While he was on vacation, Anthony De Fezakas received a number of e-mail messages regarding clients being pursued by a law firm and strategies for landing the business — not unusual for a lawyer.
De Fezakas, though, is a lawyer for a rival law firm. His contact information had been mistakenly
added to the firm’s e-mail distribution list, and he was receiving a competitor’s sensitive information.
De Fezakas called the firm and alerted them to the error as soon as he recognized it, but the company had already exposed itself to considerable competitive risk. It’s an object lesson in the potential harm of e-mail management errors, and the ease with which they can occur.
De Fezakas, an associate counsel for Miller Thomson LLP in Toronto in the area of intellectual property, has decided neither he nor his clients will be victims of an e-mail fiasco — he’s turned to encryption software from Toronto-based E-Witness Inc.
“”Everyone’s so e-mail-happy these days, and it really concerned me when I was getting draft patent applications over the Internet from clients expecting me to reply to them over the Internet,”” says De Fezakas.
“”This is sensitive client data that you don’t want to end up in the wrong hands, and that could conceivably happen.””
De Fezakas and his firm are piloting E-Witness’s StrongPost secure Web e-mail system, which allows users to send S/MIME-encoded e-mail that can be encrypted and digitally signed. StrongPost, now integrated into Miller Thomson’s existing e-mail system, encrypts both e-mail messages and their attachments.
Ray Wagner, a Nashville, Tenn.-based research director in information security strategies at Gartner Inc., said that with the introduction of regulatory directives in the U.S. and Canada, organizations are being forced to tighten messaging security, but have few options.
“”We just don’t have a great way to do it right now, and it seems unlikely that we’re going to have a great way without an international registration system to manage the identities of all people using e-mail, and that’s not likely to be anytime soon,”” Wagner says.
Available technologies include browser-based applications such as S/MIME digital certificates, which work fine as long as you have control over all identities, Wagner says.
Wagner notes that it is not always a simple task to “”share a secret”” or a decryption key with every client. He gives the example of the challenges an insurance company with thousands of customers would face trying to set up and manage individual digital certificates. “”This could become difficult and expensive,”” he says.
George Johnson started using a different kind of e-mail security product at Murphy Oil as a precautionary measure.
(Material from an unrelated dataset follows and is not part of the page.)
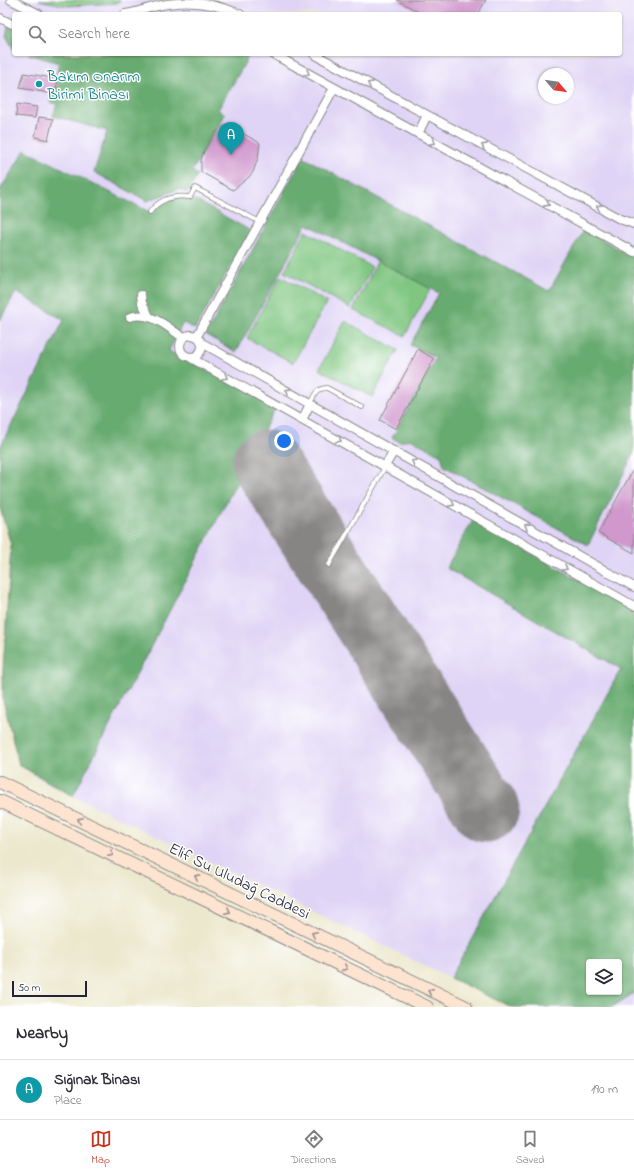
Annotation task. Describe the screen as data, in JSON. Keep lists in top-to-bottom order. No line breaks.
{"streets":{"main road":["Elif Su Uludağ Caddesi"]},"places":["Bakım Onarım Birimi Binası"],"scale_bar":"50 m","north":"bottom right","page":{"search":"Search here","pins":"A","scale":"50 m","heading":"Nearby","list":[{"mark":"A","name":"Sığınak Binası","note":"Place","value":"190 m"}],"nav":["Map","Directions","Saved"]}}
The manager of special projects says the Calgary-based oil and gas company recognized that sending e-mail containing confidential field information was risky, so the company selected a product called RightsEnforcer by RightsMarket.
RightsEnforcer allows users to track and control e-mail by setting up rules for how its recipient can handle it. For example, a sender can decide that its recipient can view an e-mail and its attachments, but not print, forward or copy and paste text from it.
“”We’re moving documents to an electronic environment that have been traditionally routed on paper, and the safeguards just aren’t there. We’re using this for documents that we don’t feel comfortable having floating around all over the place,”” Johnson says.
He says the company chose this type of product because there’s more to e-mail security than just encryption.
Another strategy to secure e-mail messaging is a staging approach. E-mail sent outside of an organization is kept on a Web server. The recipient receives a message to check for e-mail on the server, and the session is secured through secure socket layer. SSL, an open standard technology developed by Netscape Communications for electronic commerce, uses public key encryption to prevent electronic eavesdropping on messages and transactions. The message is encoded using a private key; recipients with the appropriate public key can restore the message to an unencoded, readable state.
“”Again, it’s an issue of a shared secret with that person”” logging onto the Web site, Wagner says.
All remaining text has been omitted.